It’s not a good day for the greenback. Taking a look across the board, the US dollar is lower against most of the major currencies – aside from the Japanese yen and the Australian dollar. So, what’s leading the sell off?
Lackluster Economic Data
A good majority of today’s decline seems to be powered by lower economic data. More specifically,manufacturing, the previous backbone of the US recovery, continues to remain in the doldrums. According to Federal Reserve regional reports, manufacturing activity in both the Philadelphia and New York region remained in contraction for November. In particular, the decline in manufacturing activity throughout the Philadelphia region was a big surprise, with most analysts expecting a positive stabilization for the month. The reports are even more bearish when considering the fact that the regional slowdowns are likely to dampen national activity reports, scheduled to be released later on this month. The Philly survey plunged to a reading of-10.1 against estimates for a 1.1 print.
Fed Adds To Dollar Woes
Federal Reserve Bank of San Francisco President John Williams indicated yesterday that the country’s central bank may take steps to increase bond purchases when its present program expires next month. Currently, the Federal Reserve is conducting Operation Twist, which involves the purchase of $45 billion a month in short term bills. The sentiment echoes what was witnessed in yesterday’s release of the FOMC’s meeting minutes and comes in addition to recently announced plans to purchase $40 billion in mortgage bonds. The Fed President additionally noted that the purchases may be expanded to $85 billion and would continue well into nextyear.

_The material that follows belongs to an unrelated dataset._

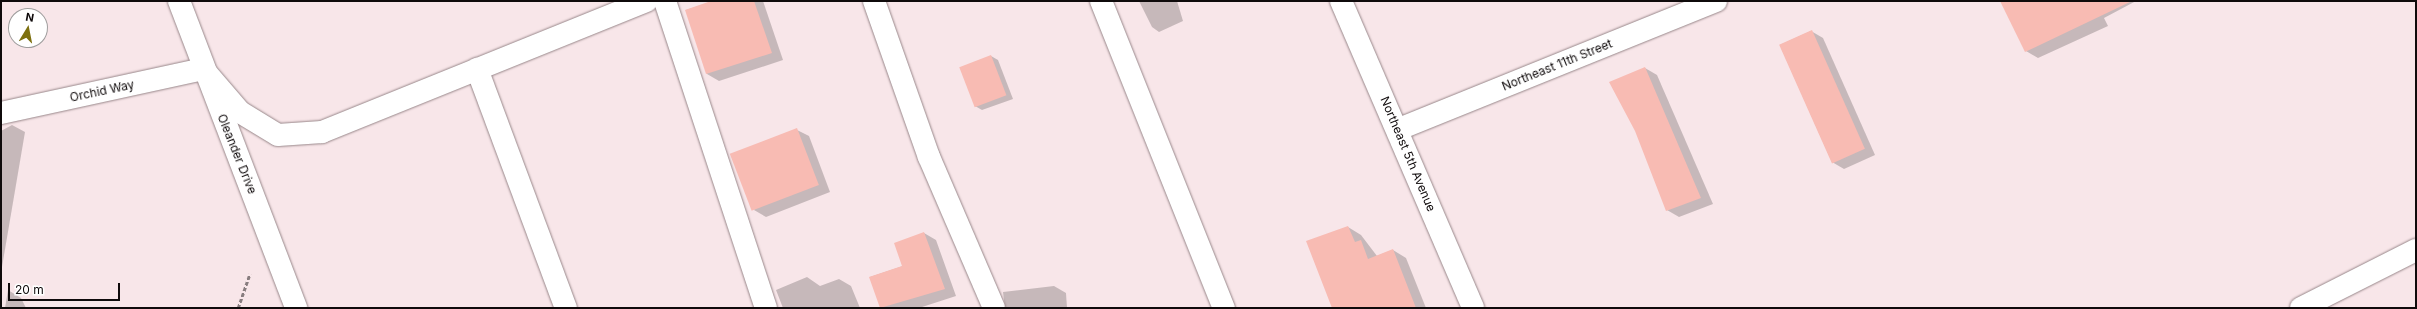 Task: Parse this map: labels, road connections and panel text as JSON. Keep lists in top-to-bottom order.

The comments are bearish for the US dollar as it underlines the monetary concern currently plaguing central bankers and adds to concern that the US dollar may lose further value as the central bank continues to add to currently running monetary supply.
Currencies to Watch
Given the current dynamic, technical traders are taking note of potential opportunity in both the EURUSD and USDCAD. Particularly, EURUSD at 1.2675 support is being eyed as a major backstop to further selling in the single currency,lending to dollar weakness. USDCAD bears are noting major resistance at 1.0050/1.100 for the time being.